Question

ABCD is a square of side 14 cm with centers A,B,C and D four circles are drawn such that each circle touch externally two of the remaining three circles find the area of remaining of the square

Answer 1

Answer:

Remaining area of the square = 42 cm²

Explanation:

The given problem can be visualized using the attached diagram. We are asked to find the remaining area of the square which corresponds to the shaded area in the diagram

Area of shaded region = area of square - areas of the 4 quadrants of circles

1- getting the area of the square:

Area of square can be calculated as (side)²

We are given that the side of the square is 14 cm, therefore:

area of square = (14)² = 196 cm²

2- getting the area of the 4 quadrants of the circles:

We know that the 4 drawn circles have equal areas

Therefore:

Total area of 4 quadrants = 4 * area of one quadrant

For one circle:

radius = 14/2 = 7 cm

area of one quadrant = $\frac{1}{4}\pi r^{2}$

Total area of 4 quadrants = $4*\frac{1}{4}\pi r^{2} = \pi (7)^2 = 49\pi = 153.9 = 154$ cm²

3- getting remaining area of square:

remaining area of square = 194 - 154 = 42 cm²

Hope this helps :)

Answer 2

Answer:

42 cm²

Step-by-step explanation:

I have attached the answer. Here I will give you the explanation!

First is entry the given values under appropriate headings, so it will be easy for you.

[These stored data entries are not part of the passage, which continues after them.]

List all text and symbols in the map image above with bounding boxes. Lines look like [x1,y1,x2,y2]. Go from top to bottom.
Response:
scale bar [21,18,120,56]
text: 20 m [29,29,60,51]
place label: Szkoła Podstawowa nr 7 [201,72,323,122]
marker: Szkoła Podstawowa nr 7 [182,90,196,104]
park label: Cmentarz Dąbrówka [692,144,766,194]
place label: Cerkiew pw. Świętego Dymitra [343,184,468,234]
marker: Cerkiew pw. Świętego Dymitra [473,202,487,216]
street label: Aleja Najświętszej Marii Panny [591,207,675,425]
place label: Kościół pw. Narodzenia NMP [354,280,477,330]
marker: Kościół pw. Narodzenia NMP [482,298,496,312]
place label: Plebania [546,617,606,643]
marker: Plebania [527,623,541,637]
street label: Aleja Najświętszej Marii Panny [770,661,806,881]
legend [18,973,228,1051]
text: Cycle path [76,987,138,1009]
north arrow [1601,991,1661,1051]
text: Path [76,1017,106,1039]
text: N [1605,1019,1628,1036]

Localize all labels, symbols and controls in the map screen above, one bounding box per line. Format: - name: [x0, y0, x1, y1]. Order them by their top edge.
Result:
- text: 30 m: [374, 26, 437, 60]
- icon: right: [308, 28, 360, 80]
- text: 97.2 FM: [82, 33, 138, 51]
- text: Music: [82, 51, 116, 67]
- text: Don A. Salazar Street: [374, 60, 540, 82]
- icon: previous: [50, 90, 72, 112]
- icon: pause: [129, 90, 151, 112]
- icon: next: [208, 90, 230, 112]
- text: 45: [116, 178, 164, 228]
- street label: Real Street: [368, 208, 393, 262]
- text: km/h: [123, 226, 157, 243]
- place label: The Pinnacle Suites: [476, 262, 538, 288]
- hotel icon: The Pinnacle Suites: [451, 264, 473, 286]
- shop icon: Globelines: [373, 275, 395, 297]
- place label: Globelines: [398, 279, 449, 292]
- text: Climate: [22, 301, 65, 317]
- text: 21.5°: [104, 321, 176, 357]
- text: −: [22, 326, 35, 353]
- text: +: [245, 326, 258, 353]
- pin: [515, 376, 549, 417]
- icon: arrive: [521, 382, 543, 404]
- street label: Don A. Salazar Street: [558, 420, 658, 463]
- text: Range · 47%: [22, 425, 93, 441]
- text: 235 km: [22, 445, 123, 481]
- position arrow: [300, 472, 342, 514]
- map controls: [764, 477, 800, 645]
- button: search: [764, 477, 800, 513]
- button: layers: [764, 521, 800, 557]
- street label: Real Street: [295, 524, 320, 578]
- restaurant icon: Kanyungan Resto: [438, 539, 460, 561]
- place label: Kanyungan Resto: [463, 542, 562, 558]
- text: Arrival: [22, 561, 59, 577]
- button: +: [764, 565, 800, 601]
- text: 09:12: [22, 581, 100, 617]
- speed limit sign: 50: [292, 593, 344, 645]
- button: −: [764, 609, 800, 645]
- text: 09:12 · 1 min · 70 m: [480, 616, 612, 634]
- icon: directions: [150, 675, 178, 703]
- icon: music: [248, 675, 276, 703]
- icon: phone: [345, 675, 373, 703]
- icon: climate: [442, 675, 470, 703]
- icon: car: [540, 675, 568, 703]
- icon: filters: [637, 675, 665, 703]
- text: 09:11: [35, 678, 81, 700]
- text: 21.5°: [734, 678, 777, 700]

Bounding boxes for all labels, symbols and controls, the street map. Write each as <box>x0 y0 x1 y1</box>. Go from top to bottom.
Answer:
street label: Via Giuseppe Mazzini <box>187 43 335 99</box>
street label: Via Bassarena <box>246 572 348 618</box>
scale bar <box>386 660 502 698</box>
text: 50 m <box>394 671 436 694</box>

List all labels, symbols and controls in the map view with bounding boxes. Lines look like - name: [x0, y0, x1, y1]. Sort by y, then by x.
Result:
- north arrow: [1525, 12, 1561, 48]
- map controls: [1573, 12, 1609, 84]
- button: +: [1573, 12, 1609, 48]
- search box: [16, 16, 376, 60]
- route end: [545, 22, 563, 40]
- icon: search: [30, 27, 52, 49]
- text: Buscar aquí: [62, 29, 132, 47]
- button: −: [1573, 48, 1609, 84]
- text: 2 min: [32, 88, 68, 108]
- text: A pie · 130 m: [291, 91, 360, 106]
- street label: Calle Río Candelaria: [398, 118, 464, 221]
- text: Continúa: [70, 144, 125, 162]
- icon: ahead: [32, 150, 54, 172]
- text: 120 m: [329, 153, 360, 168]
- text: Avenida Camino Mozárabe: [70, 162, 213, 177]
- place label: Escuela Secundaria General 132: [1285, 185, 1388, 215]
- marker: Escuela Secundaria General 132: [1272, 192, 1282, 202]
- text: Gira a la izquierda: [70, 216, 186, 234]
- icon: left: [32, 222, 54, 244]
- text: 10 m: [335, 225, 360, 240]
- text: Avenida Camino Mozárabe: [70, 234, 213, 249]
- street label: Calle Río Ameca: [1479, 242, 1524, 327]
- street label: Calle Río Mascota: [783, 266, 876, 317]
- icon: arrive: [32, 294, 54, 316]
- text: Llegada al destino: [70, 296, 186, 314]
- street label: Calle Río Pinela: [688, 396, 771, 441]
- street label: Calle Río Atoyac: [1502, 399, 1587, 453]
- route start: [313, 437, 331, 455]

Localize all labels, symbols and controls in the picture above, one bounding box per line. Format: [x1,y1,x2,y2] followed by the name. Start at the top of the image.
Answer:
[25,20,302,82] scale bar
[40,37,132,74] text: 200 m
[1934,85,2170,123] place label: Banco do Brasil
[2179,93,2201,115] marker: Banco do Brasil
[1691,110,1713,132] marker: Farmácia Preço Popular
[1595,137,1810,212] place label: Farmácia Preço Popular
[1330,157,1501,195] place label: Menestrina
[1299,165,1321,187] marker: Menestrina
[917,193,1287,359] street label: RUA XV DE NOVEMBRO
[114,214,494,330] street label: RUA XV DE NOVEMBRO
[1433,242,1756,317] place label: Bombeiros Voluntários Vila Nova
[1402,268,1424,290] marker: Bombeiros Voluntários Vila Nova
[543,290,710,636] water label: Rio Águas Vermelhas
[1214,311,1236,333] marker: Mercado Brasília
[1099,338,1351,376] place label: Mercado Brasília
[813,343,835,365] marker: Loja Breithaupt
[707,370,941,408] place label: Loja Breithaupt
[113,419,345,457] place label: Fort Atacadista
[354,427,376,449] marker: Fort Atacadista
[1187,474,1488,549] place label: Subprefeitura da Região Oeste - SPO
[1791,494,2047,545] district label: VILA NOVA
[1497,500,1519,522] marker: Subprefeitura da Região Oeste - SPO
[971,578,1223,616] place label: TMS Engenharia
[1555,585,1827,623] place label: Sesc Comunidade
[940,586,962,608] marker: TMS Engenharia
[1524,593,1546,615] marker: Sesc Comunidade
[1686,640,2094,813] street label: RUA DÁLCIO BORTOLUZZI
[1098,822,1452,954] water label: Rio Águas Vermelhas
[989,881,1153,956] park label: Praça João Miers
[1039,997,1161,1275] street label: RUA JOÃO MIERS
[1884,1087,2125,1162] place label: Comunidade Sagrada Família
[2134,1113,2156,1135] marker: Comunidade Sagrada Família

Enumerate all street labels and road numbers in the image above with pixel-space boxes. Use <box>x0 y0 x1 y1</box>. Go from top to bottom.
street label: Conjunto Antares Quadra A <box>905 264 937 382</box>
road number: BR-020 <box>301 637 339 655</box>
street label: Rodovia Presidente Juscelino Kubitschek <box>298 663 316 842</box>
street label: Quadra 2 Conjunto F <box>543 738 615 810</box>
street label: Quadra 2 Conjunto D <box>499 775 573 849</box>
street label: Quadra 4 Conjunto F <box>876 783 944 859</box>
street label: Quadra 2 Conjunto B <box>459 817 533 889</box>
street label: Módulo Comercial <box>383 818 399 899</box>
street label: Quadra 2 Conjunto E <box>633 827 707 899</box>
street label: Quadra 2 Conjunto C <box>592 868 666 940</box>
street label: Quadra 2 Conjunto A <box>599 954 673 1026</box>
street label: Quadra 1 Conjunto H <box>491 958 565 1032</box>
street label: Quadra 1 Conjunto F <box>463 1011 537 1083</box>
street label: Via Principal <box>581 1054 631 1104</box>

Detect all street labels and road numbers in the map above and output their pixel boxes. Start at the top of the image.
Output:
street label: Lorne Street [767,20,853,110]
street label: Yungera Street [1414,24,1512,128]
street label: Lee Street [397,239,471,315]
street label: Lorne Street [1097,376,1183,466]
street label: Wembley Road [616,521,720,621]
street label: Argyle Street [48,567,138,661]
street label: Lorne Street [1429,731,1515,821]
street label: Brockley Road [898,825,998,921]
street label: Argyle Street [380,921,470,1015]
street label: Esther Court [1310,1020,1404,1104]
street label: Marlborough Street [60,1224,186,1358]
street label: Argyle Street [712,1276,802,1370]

Next the value of radius is not given, but the question says that the side of square is equal to 14 cm & they gave the circles touch externally on the side of square. So the value of radius is 7cm.

Then they asked the area of shaded one.

So you need to subtract the area of quadrant from the area of square.

And you need to substitute the values given in the beginning down.

If the question gives you the value of pi then use it, otherwise you 22/7

Then calculate as given in the attachment you will get the answer as 42 cm².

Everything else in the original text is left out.